▶ _PROBLEM TO SOLVE_
Where the records below show the word "water" in a line, please copy that line.
INFORMATION PROVIDED: Begin
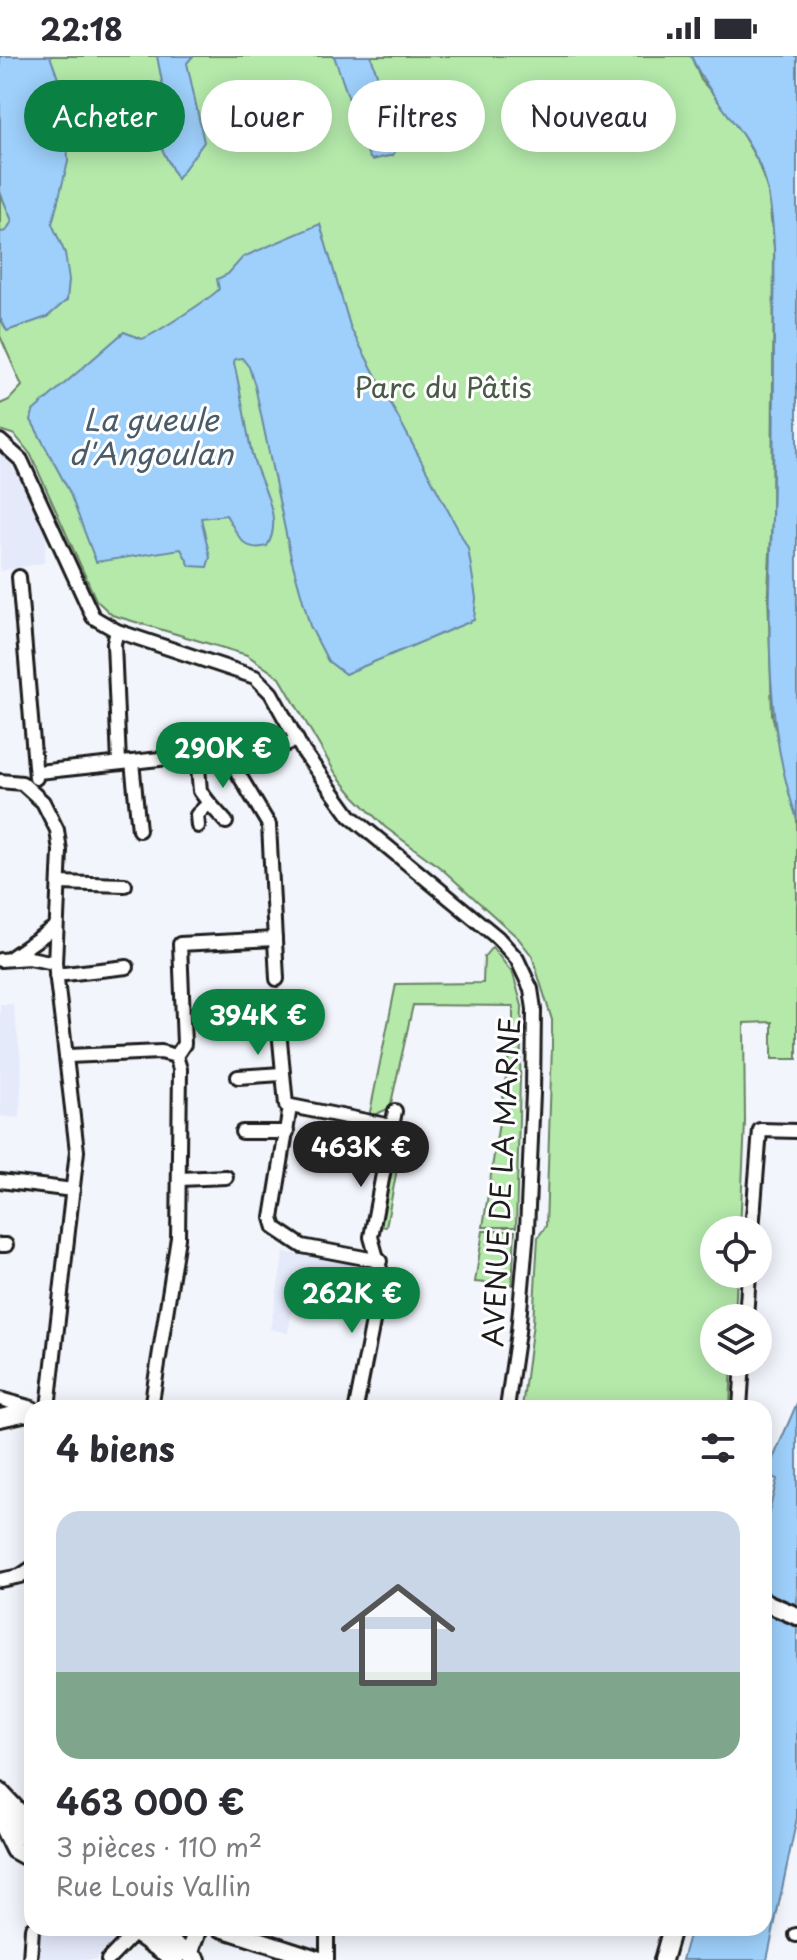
<!DOCTYPE html>
<html lang="fr">
<meta charset="utf-8">
<style>
body{margin:0;font-family:"Playpen Sans",sans-serif;background:#f2f2f3;color:#2b2b33;height:100vh;display:flex;flex-direction:column;font-size:30px;white-space:nowrap}
*{box-sizing:border-box;margin:0}
p{font-size:26px;color:#7c7c81}
.icon{flex:none;width:44px;height:44px;fill:none;stroke:currentColor;stroke-width:2;stroke-linecap:round;stroke-linejoin:round}
.map{position:relative;flex:1;overflow:hidden}
.drawer{position:absolute;left:24px;top:1344px;width:748px;height:536px;display:flex;flex-direction:column;background:#fff;border-radius:24px;box-shadow:0 4px 20px #0003}
.drawer>*{flex:none}
.guide{position:absolute;left:24px;top:24px;width:750px;height:72px;display:flex;gap:16px}
.buttons{position:absolute;left:700px;top:1160px;display:grid;gap:16px}
.buttons a{display:grid;place-items:center;width:72px;height:72px;border-radius:50%;background:#fff;box-shadow:0 4px 20px #0003;font-size:40px}
.price{position:absolute;translate:-50% -68px;padding:0 18px;border-radius:28px;background:#0b8043;color:#fff;font-size:26px;line-height:52px;filter:drop-shadow(0 2px 4px #0008)}
.price::after{content:'';position:absolute;left:50%;top:48px;width:24px;height:18px;margin-left:-12px;background:inherit;clip-path:polygon(0 0,100% 0,50% 100%)}
.price.current{background:#222;color:#fff}
ul{padding:0;list-style:none}
li{display:grid;align-content:center;gap:16px;height:424px;padding:0 32px}
li+li{border-top:2px solid #e1e1e2}
li span{display:grid;place-items:center;height:248px;border-radius:24px;color:#555}
li>.icon{margin-inline-start:auto}
span .icon{width:144px;height:144px;fill:#fffc;stroke-width:1}
li b{font-size:34px}
h2{display:flex;justify-content:space-between;align-items:center;height:96px;padding:0 32px;font-size:34px}
.tag{padding:0 28px;border-radius:36px;background:#fff;box-shadow:0 4px 20px #0003;font-size:28px;line-height:72px}
.tag.current{background:#0b8043;color:#fff}
.status{display:flex;justify-content:space-between;align-items:center;height:56px;padding:0 40px;background:#fff;direction:ltr}
.status svg{height:22px;fill:currentColor}
.map>svg:first-child{display:block}
.built{fill:#e5eafb}
.green{fill:#b4e9aa;stroke:#688263;stroke-width:2}
.water{fill:#9ed0fb;stroke:#6a88a2;stroke-width:2}
.lines{fill:none;stroke-linecap:round;stroke-linejoin:round}
.minor-casing{stroke:#1c1c1c;stroke-width:18}
.major-casing{stroke:#1c1c1c;stroke-width:22}
.minor{stroke:#fff;stroke-width:12}
.major{stroke:#fff;stroke-width:16}
.labels{text-anchor:middle;dominant-baseline:central;stroke-width:6;stroke-linejoin:round;paint-order:stroke}
.park-label{font-size:28px;fill:#4a5a47;stroke:#fff}
.street-label{font-size:28px;fill:#1c1c1c;stroke:#fff}
.water-label{font-size:30px;font-style:italic;fill:#4a5b6a;stroke:#fff}
</style>
<div class="status"><b>22:18</b><svg viewBox="0 0 49 12"><path d="M0 12V9h3v3zM5 12V6h3v6zM10 12V3h3v9zM15 12V0h3v12zM26 1h20v11H26zM47 4h2v5h-2z"/></svg></div>
<div class="map">
<svg width="797" height="1904" viewBox="0 0 797 1904">
<rect width="100%" height="100%" fill="#f3f5fd"/>
<filter id="ink" filterUnits="userSpaceOnUse"><feTurbulence type="fractalNoise" baseFrequency=".0125" numOctaves="2"/><feDisplacementMap in="SourceGraphic" scale="16" xChannelSelector="R" yChannelSelector="G"/><feConvolveMatrix kernelMatrix="1 2 1 2 8 2 1 2 1" color-interpolation-filters="sRGB"/></filter>
<g filter="url(#ink)">
<g class="built">
<path d="M0,395L21,419L47,479L44,507L0,515Z"/>
<path d="M0,948H13L22,1010L20,1062L0,1060Z"/>
<path d="M284,1196L370,1212L361,1269L292,1256L288,1277L270,1273Z"/>
<path d="M37,1872H111L118,1883L110,1896L105,1892L95,1904H35Z"/>
</g>
<g class="green">
<path d="M0,0H691L701,24L732,60L757,104L768,135L774,192L772,461L768,535L772,658L797,763V1003H772V966L744,967L745,1066L740,1174H714V1218H737L735,1262H714V1306H732L730,1352H522L533,1267L538,1181L546,1170L552,989V964L532,900L518,882L442,813L385,771L354,740L336,718L280,622L247,599L112,559L96,544L31,399L15,379L0,374V348L9,344L22,330L0,280Z"/>
<path d="M492,891L513,918L522,950L516,1171H483L513,975V950L413,949L390,1052L369,1061L396,928L483,927L484,901Z"/>
<path d="M393,1091L401,1092L386,1171L378,1170Z"/>
<path d="M483,1175H515L512,1229L475,1226Z"/>
</g>
<g class="water">
<path d="M0,0H50L66,45L68,106L52,168L65,197L69,224L67,244L47,261L7,275L0,262V176L6,175L12,165L0,136Z"/>
<path d="M157,0H193L187,7L204,86L177,123L145,59L163,31Z"/>
<path d="M334,0H371L399,89L393,99L372,104L369,101Z"/>
<path d="M691,0H797V763C763,665 769,564 772,464C774,401 774,338 774,275C774,229 777,181 768,136C757,81 712,49 691,0Z"/>
<path d="M320,168L351,273L468,492L476,542L474,564L345,618L328,605L310,570L291,502L255,330L249,311L242,302L235,303L234,307C241,336 245,365 251,394C256,423 286,460 267,490C241,497 238,477 226,459L201,462L210,501L207,511L190,510L181,493L96,506L69,435L31,364L33,355L124,276L142,283C152,280 214,240 219,233L217,223L228,218L243,201Z"/>
<path d="M797,1347V1762L767,1904H682L691,1872H764V1476L777,1423L772,1421V1405Z"/>
</g>
<g class="lines">
<g class="minor-casing">
<g id="minor">
<path d="M0,385L21,404L93,561L117,575L255,621L271,637L303,695L350,760L498,882L517,903L531,933L534,953L533,1037L527,1174L518,1276L507,1352"/>
<path d="M19,521L36,722"/>
<path d="M117,575L114,587L119,707"/>
<path d="M229,696L230,704L269,769L277,923"/>
<path d="M197,699L200,735L209,747L197,759L198,770"/>
<path d="M132,706L139,774"/>
<path d="M38,716L281,690L297,684"/>
<path d="M0,725L22,727L43,746L57,774L60,795L55,907L77,1095L48,1352"/>
<path d="M209,747L226,766"/>
<path d="M59,827L125,829"/>
<path d="M9,903L55,871"/>
<path d="M0,904L29,902L55,907"/>
<path d="M56,919L127,911"/>
<path d="M230,965L278,963L286,1049L391,1070"/>
<path d="M68,1000L161,996L176,1000"/>
<path d="M238,1021L281,1018"/>
<path d="M290,1051L272,1162L275,1172L302,1190L380,1205"/>
<path d="M242,1076H287"/>
<path d="M180,1123L226,1121"/>
<path d="M0,1125L73,1134"/>
<path d="M752,1174L760,1074L797,1075"/>
<path d="M0,1189H6"/>
<path d="M746,1262L749,1218"/>
<path d="M0,1343L32,1352"/>
<path d="M151,1352L178,1182L180,1013L176,1000L184,988L180,888L275,883"/>
<path d="M356,1352L382,1220L371,1181L395,1055"/>
<path d="M740,1352L743,1306"/>
<path d="M0,1524L20,1520L32,1512"/>
<path d="M796,1879H797"/>
<path d="M30,1904L32,1872"/>
<path d="M108,1904L135,1876"/>
<path d="M327,1904V1872"/>
</g>
</g>
<g class="major-casing">
<g id="major">
<path d="M0,1362L32,1355"/>
<path d="M764,1546L797,1560"/>
<path d="M0,1736L32,1770"/>
<path d="M1,1756L32,1789"/>
<path d="M0,1765L14,1794L32,1804"/>
<path d="M129,1872L175,1904"/>
<path d="M151,1872L197,1904"/>
<path d="M221,1872L320,1904"/>
<path d="M193,1901L191,1893L199,1872"/>
<path d="M663,1904L672,1872"/>
</g>
</g>
<use href="#minor" class="minor"/>
<use href="#major" class="major"/>
</g>
</g>
<g class="labels">
<g class="park-label">
<text x="443" y="330">Parc du Pâtis</text>
</g>
<g class="street-label">
<text transform="translate(500 1126) rotate(-87)">AVENUE DE LA MARNE</text>
</g>
<g class="water-label">
<text x="151" y="362">La gueule<tspan x="151" dy="34">d'Angoulan</tspan></text>
</g>
</g>
</svg>
<div class="buttons">
<a><svg class="icon" aria-label="locate" viewBox="0 0 24 24"><circle cx="12" cy="12" r="6"/><path d="M12 2v4M12 18v4M2 12h4M18 12h4"/></svg></a>
<a><svg class="icon" aria-label="layers" viewBox="0 0 24 24"><path d="M12 4l9 5-9 5-9-5zM3 14l9 5 9-5"/></svg></a>
</div>
<b class="price" style="left:223px;top:734px">290K €</b>
<b class="price" style="left:258px;top:1001px">394K €</b>
<b class="price current" style="left:361px;top:1133px">463K €</b>
<b class="price" style="left:352px;top:1279px">262K €</b>
<div class="guide">
<a class="tag current">Acheter</a>
<a class="tag">Louer</a>
<a class="tag">Filtres</a>
<a class="tag">Nouveau</a>
</div>
<section class="drawer">
<h2>4 biens<svg class="icon" aria-label="filters" viewBox="0 0 24 24"><path d="M4 7h16M4 17h16"/><circle cx="9" cy="7" r="2"/><circle cx="15" cy="17" r="2"/></svg></h2>
<ul>
<li><span style="background:linear-gradient(#c9d6e8 65%,#7fa58c 0)"><svg class="icon" aria-label="home" viewBox="0 0 24 24"><path d="M3 11l9-7 9 7M6 9v11h12V9"/></svg></span><div><b>463 000 €</b><p>3 pièces · 110 m²</p><p>Rue Louis Vallin</p></div></li>
</ul>
</section>
</div>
INFORMATION PROVIDED: End
▶ _PROBLEM SOLUTION_
.water{fill:#9ed0fb;stroke:#6a88a2;stroke-width:2}
.water-label{font-size:30px;font-style:italic;fill:#4a5b6a;stroke:#fff}
<g class="water">
<g class="water-label">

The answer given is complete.